=== Begin Enclosure ===

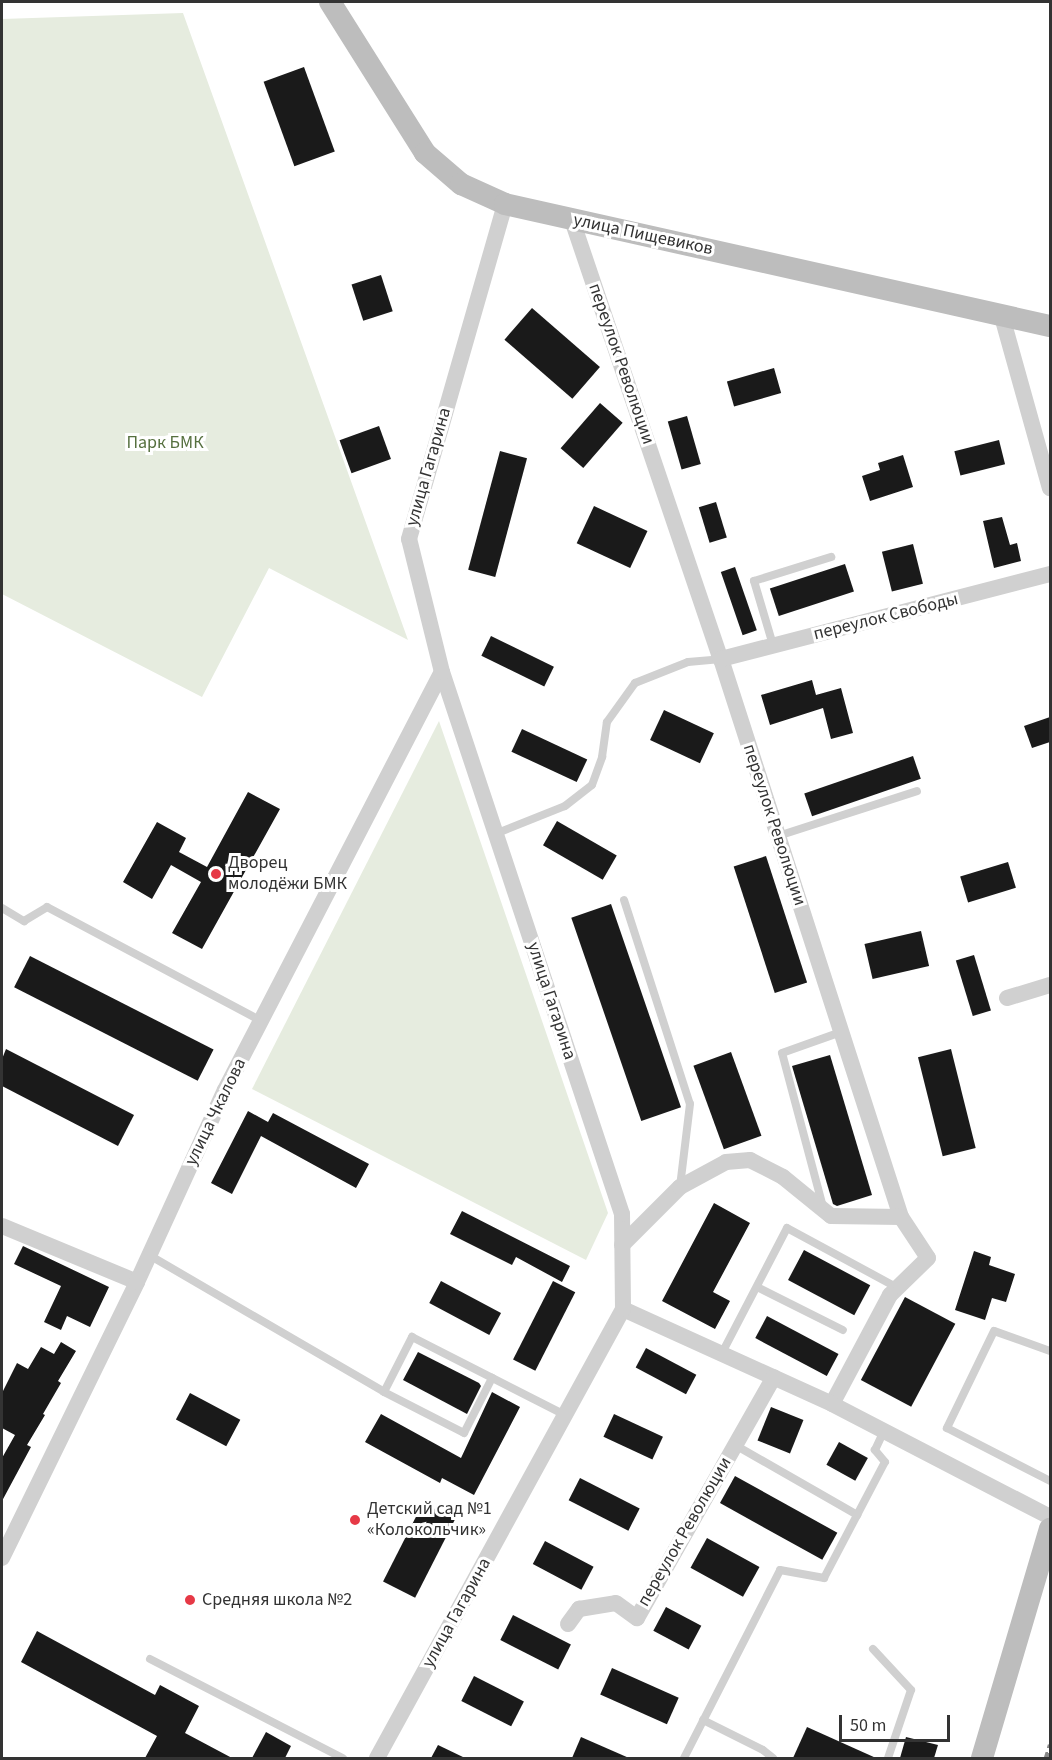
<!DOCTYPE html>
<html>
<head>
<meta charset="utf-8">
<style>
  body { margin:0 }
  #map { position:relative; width:1052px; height:1760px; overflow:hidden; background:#fff; font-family:"Source Sans 3",sans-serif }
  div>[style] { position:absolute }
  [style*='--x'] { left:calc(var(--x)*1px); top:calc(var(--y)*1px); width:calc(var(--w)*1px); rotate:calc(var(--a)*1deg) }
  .green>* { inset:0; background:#e6ecdf }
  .building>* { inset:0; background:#1a1a1a; transform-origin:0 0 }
  .lane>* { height:8px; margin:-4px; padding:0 4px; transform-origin:4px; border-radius:4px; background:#d0d0d0 }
  .street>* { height:16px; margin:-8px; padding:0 8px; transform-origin:8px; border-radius:8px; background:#d0d0d0 }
  .secondary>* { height:22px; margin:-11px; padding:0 11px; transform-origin:11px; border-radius:11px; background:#bdbdbd }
  .rail>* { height:4.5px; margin-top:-2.25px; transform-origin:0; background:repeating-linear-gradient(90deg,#888 0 6px,transparent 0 10.5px) }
  .dots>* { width:16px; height:16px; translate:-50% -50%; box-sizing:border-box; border:3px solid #fff; border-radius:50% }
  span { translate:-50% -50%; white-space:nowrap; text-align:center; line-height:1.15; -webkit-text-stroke:6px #fff; paint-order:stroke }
  .street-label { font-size:18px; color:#333 }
  .park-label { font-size:18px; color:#56703f }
  .poi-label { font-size:18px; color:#333 }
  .left { translate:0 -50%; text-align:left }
  .frame { position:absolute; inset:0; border:3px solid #333; pointer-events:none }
  .scale { position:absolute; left:839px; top:1715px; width:111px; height:27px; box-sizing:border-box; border:3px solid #333; border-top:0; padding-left:8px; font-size:18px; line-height:21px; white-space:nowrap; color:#333; -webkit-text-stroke:4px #fff; paint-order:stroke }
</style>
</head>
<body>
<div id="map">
  <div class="green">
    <div style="clip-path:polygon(183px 13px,408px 640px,269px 568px,202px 697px,2px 594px,2px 19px)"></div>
    <div style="clip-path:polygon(439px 721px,608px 1213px,586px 1260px,252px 1089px)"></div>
  </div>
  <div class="building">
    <div style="left:304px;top:67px;width:90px;height:43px;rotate:70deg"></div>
    <div style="left:381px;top:275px;width:38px;height:31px;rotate:72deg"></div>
    <div style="left:532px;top:308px;width:90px;height:42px;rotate:41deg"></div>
    <div style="left:774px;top:368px;width:26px;height:49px;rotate:74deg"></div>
    <div style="left:600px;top:403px;width:30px;height:60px;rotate:41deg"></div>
    <div style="left:687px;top:416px;width:50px;height:20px;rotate:74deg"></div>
    <div style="left:379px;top:426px;width:35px;height:42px;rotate:70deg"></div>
    <div style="left:999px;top:440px;width:25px;height:46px;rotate:76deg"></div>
    <div style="left:500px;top:451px;width:28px;height:123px;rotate:15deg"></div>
    <div style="clip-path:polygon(903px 455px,913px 487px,870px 501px,862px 476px,880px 470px,878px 463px)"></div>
    <div style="left:716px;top:502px;width:37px;height:18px;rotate:73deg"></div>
    <div style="left:594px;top:506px;width:59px;height:41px;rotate:25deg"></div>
    <div style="clip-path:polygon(1002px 517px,1010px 545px,1017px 543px,1021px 561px,994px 568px,983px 521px)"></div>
    <div style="left:913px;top:544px;width:41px;height:32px;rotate:76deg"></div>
    <div style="left:845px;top:564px;width:29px;height:79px;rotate:72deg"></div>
    <div style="left:735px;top:567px;width:67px;height:15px;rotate:71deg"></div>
    <div style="left:491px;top:636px;width:70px;height:22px;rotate:26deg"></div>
    <div style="clip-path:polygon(812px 680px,816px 695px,841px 688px,853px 733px,831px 739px,823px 708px,770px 725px,761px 695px)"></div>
    <div style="left:664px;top:710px;width:55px;height:33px;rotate:25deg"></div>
    <div style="clip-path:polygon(1050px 717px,1050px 742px,1032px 748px,1024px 726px)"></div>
    <div style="left:522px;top:729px;width:72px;height:25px;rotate:25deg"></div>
    <div style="left:913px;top:756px;width:24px;height:115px;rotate:71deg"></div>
    <div style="clip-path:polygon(248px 792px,280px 809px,202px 949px,172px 933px,201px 882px,171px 865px,152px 899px,123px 882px,157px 822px,186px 838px,179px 852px,207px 867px)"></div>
    <div style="left:557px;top:821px;width:69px;height:28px;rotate:30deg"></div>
    <div style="left:766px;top:856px;width:133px;height:34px;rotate:72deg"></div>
    <div style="left:1008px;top:862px;width:27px;height:50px;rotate:73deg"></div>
    <div style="left:611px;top:904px;width:215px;height:42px;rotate:71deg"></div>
    <div style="left:921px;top:931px;width:36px;height:58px;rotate:77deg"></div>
    <div style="left:974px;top:955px;width:58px;height:19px;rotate:73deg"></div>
    <div style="left:30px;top:956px;width:206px;height:35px;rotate:27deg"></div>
    <div style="clip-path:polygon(6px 1049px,134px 1115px,118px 1146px,2px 1086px,2px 1059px)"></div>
    <div style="left:951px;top:1049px;width:102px;height:34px;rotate:76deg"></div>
    <div style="left:731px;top:1052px;width:89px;height:40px;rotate:70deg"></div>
    <div style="clip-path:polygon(830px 1055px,872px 1195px,837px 1206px,833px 1204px,792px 1066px)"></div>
    <div style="clip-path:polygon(248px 1111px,268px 1122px,273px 1113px,369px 1164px,356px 1188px,261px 1136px,232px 1194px,211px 1183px)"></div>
    <div style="clip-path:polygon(714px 1203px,750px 1223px,713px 1292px,730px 1301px,715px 1329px,662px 1301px)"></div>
    <div style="clip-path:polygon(462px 1211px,570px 1266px,562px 1282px,516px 1257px,512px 1265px,450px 1234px)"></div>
    <div style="clip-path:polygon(23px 1246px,109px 1287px,90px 1327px,67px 1316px,61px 1330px,44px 1322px,61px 1286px,14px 1264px)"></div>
    <div style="left:804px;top:1250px;width:75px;height:34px;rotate:28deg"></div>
    <div style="clip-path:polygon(974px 1251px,991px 1257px,989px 1265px,1015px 1274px,1006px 1302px,992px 1298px,985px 1320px,955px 1310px)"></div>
    <div style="left:441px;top:1281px;width:68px;height:25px;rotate:28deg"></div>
    <div style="left:553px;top:1281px;width:25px;height:88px;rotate:27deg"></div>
    <div style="left:905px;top:1297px;width:57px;height:94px;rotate:28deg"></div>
    <div style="left:767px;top:1316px;width:81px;height:25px;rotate:28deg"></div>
    <div style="clip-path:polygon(61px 1342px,76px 1351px,58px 1381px,61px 1383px,43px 1414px,45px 1415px,27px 1445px,31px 1447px,2px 1501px,2px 1458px,15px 1435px,2px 1428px,2px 1393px,17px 1363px,28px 1369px,41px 1347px,54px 1354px)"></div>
    <div style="left:646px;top:1348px;width:57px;height:22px;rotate:28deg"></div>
    <div style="clip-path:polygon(418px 1352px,479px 1383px,481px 1386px,467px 1414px,403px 1380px)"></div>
    <div style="clip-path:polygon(492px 1392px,520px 1407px,474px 1495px,442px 1478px,440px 1483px,365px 1442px,381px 1414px,461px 1458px)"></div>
    <div style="left:190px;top:1393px;width:57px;height:30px;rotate:28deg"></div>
    <div style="left:771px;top:1407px;width:35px;height:36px;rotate:22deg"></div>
    <div style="left:614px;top:1414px;width:54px;height:25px;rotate:25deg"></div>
    <div style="left:839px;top:1442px;width:33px;height:26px;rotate:29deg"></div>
    <div style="left:735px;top:1476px;width:117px;height:31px;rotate:29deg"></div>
    <div style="left:580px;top:1478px;width:67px;height:25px;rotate:27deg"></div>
    <div style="left:423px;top:1503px;width:36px;height:88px;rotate:27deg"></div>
    <div style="left:707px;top:1538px;width:60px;height:34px;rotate:29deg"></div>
    <div style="left:545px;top:1541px;width:55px;height:26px;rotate:28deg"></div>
    <div style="left:666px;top:1607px;width:40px;height:27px;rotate:28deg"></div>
    <div style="left:513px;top:1615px;width:65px;height:28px;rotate:27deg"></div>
    <div style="clip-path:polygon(37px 1631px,155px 1695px,160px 1685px,199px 1706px,185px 1733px,232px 1758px,145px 1758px,157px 1736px,21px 1662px)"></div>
    <div style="left:612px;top:1668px;width:73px;height:29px;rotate:24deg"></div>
    <div style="left:474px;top:1676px;width:56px;height:28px;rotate:27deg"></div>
    <div style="clip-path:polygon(807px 1727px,876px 1758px,793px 1758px)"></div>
    <div style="clip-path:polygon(266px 1732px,291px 1746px,285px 1758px,252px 1758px)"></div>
    <div style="clip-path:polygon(581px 1737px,629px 1758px,572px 1758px)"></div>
    <div style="clip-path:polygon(906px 1737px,938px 1745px,934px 1758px,900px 1758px)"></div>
    <div style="clip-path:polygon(438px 1745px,465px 1758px,431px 1758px)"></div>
  </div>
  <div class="lane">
    <div style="--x:773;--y:645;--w:67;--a:-106.5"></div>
    <div style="--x:754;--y:581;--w:81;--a:-17.3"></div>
    <div style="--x:495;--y:834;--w:75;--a:-21.8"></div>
    <div style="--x:565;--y:806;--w:34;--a:-38"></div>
    <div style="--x:592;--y:785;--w:30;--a:-70"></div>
    <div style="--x:602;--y:757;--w:35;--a:-82"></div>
    <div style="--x:607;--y:722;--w:48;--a:-54.3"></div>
    <div style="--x:635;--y:683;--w:57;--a:-21.6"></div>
    <div style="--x:688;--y:662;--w:33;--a:-5"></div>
    <div style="--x:778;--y:836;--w:146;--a:-17.9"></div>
    <div style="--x:624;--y:900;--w:214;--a:72.1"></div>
    <div style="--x:690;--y:1104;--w:84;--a:96.9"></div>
    <div style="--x:2;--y:908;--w:26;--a:31"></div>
    <div style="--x:24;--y:921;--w:27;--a:-31"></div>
    <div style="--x:47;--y:907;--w:242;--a:28"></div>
    <div style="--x:823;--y:1207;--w:159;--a:-104.9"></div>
    <div style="--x:782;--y:1053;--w:63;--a:-19.6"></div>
    <div style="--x:149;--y:1255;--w:272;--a:30.2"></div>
    <div style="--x:384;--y:1392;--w:62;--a:-63"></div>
    <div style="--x:412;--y:1337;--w:172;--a:27"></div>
    <div style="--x:757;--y:1287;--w:96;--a:26.6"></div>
    <div style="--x:1050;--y:1351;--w:59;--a:-160.3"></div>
    <div style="--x:994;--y:1331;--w:108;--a:115.9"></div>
    <div style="--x:947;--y:1428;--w:116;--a:27.2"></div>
    <div style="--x:722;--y:1353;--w:141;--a:-62.5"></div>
    <div style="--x:787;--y:1228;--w:126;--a:28.4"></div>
    <div style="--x:384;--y:1392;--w:90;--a:27.1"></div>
    <div style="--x:464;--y:1433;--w:62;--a:-63"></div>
    <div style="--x:735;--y:1445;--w:141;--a:29.8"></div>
    <div style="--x:873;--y:1649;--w:56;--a:47.2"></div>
    <div style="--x:911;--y:1690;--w:72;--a:108.7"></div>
    <div style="--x:150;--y:1659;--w:217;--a:27.2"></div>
    <div style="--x:703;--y:1720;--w:67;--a:26.6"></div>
    <div style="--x:763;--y:1750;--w:13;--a:39"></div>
    <div style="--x:684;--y:1758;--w:211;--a:-62.9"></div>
    <div style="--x:780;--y:1570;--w:45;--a:10.3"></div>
    <div style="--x:824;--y:1578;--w:131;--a:-62.3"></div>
    <div style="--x:885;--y:1462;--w:16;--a:-130"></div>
    <div style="--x:875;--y:1450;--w:21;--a:-65"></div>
  </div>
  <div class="street">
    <div style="--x:572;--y:220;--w:464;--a:71.3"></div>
    <div style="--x:721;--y:659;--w:586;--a:72.12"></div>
    <div style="--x:901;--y:1217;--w:49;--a:56.6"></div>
    <div style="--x:928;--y:1258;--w:53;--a:135.8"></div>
    <div style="--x:890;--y:1295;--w:123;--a:118"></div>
    <div style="--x:1001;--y:313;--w:182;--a:74.4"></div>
    <div style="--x:721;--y:659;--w:340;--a:-14.5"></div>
    <div style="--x:1007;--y:998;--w:45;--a:-16.8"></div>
    <div style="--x:2;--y:1226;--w:146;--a:22.5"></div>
    <div style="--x:622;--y:1245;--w:82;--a:-45"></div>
    <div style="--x:680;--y:1187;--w:52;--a:-28.5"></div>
    <div style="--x:726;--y:1162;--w:24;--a:-5"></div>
    <div style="--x:750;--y:1160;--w:37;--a:27"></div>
    <div style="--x:783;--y:1177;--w:62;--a:39.1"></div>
    <div style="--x:831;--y:1216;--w:70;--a:0.8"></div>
    <div style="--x:623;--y:1309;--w:230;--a:24.4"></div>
    <div style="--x:832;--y:1404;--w:246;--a:27.4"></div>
    <div style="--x:2;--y:1558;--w:307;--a:-63.9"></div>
    <div style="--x:137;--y:1282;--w:211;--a:-65.4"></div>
    <div style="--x:225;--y:1090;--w:471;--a:-62.6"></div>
    <div style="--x:568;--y:1624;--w:19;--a:-54"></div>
    <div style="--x:579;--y:1609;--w:37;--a:-9"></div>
    <div style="--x:616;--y:1603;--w:26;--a:36"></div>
    <div style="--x:637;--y:1618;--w:277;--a:-60.4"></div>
    <div style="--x:377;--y:1758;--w:512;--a:-61.28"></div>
    <div style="--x:623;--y:1309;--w:95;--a:-90.6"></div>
    <div style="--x:622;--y:1214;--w:571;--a:-108.37"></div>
    <div style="--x:442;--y:672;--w:137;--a:-103.9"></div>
    <div style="--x:409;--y:539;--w:348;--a:-74"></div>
  </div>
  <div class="secondary">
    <div style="--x:330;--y:2;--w:178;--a:57.8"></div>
    <div style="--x:425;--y:153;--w:48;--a:40.7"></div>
    <div style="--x:461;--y:184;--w:48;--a:24.4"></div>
    <div style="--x:505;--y:204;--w:558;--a:12.62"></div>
    <div style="--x:982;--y:1758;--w:239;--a:-73.5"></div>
  </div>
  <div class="rail">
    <div style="--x:1046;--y:1758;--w:14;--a:-73"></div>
  </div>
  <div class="dots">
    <div style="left:216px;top:874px;background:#e63946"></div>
    <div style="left:355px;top:1520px;background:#e63946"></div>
    <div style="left:190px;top:1600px;background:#e63946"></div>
  </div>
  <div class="street-label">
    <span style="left:643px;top:235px;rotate:12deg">улица Пищевиков</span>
    <span style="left:621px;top:364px;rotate:71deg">переулок Революции</span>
    <span style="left:429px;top:467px;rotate:-74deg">улица Гагарина</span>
    <span style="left:886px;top:617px;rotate:-14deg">переулок Свободы</span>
    <span style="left:774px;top:825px;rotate:72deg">переулок Революции</span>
    <span style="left:551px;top:1001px;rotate:72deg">улица Гагарина</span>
    <span style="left:216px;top:1112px;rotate:-64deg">улица Чкалова</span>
    <span style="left:685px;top:1532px;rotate:-60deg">переулок Революции</span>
    <span style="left:457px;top:1613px;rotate:-61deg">улица Гагарина</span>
  </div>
  <div class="park-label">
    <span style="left:165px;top:443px">Парк БМК</span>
  </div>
  <div class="poi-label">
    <span class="left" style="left:228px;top:874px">Дворец<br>молодёжи БМК</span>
    <span class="left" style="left:367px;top:1520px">Детский сад №1<br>«Колокольчик»</span>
    <span class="left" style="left:202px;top:1600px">Средняя школа №2</span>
  </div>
  <div class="frame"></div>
  <div class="scale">50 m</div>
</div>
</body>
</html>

=== End Enclosure ===

Work order
Would you copy, exactly, each line from the start of the listing above through the line with "position:absolute; left:839px; top:1715px;", both ends included, but none of the pictures?

Expected answer
<!DOCTYPE html>
<html>
<head>
<meta charset="utf-8">
<style>
  body { margin:0 }
  #map { position:relative; width:1052px; height:1760px; overflow:hidden; background:#fff; font-family:"Source Sans 3",sans-serif }
  div>[style] { position:absolute }
  [style*='--x'] { left:calc(var(--x)*1px); top:calc(var(--y)*1px); width:calc(var(--w)*1px); rotate:calc(var(--a)*1deg) }
  .green>* { inset:0; background:#e6ecdf }
  .building>* { inset:0; background:#1a1a1a; transform-origin:0 0 }
  .lane>* { height:8px; margin:-4px; padding:0 4px; transform-origin:4px; border-radius:4px; background:#d0d0d0 }
  .street>* { height:16px; margin:-8px; padding:0 8px; transform-origin:8px; border-radius:8px; background:#d0d0d0 }
  .secondary>* { height:22px; margin:-11px; padding:0 11px; transform-origin:11px; border-radius:11px; background:#bdbdbd }
  .rail>* { height:4.5px; margin-top:-2.25px; transform-origin:0; background:repeating-linear-gradient(90deg,#888 0 6px,transparent 0 10.5px) }
  .dots>* { width:16px; height:16px; translate:-50% -50%; box-sizing:border-box; border:3px solid #fff; border-radius:50% }
  span { translate:-50% -50%; white-space:nowrap; text-align:center; line-height:1.15; -webkit-text-stroke:6px #fff; paint-order:stroke }
  .street-label { font-size:18px; color:#333 }
  .park-label { font-size:18px; color:#56703f }
  .poi-label { font-size:18px; color:#333 }
  .left { translate:0 -50%; text-align:left }
  .frame { position:absolute; inset:0; border:3px solid #333; pointer-events:none }
  .scale { position:absolute; left:839px; top:1715px; width:111px; height:27px; box-sizing:border-box; border:3px solid #333; border-top:0; padding-left:8px; font-size:18px; line-height:21px; white-space:nowrap; color:#333; -webkit-text-stroke:4px #fff; paint-order:stroke }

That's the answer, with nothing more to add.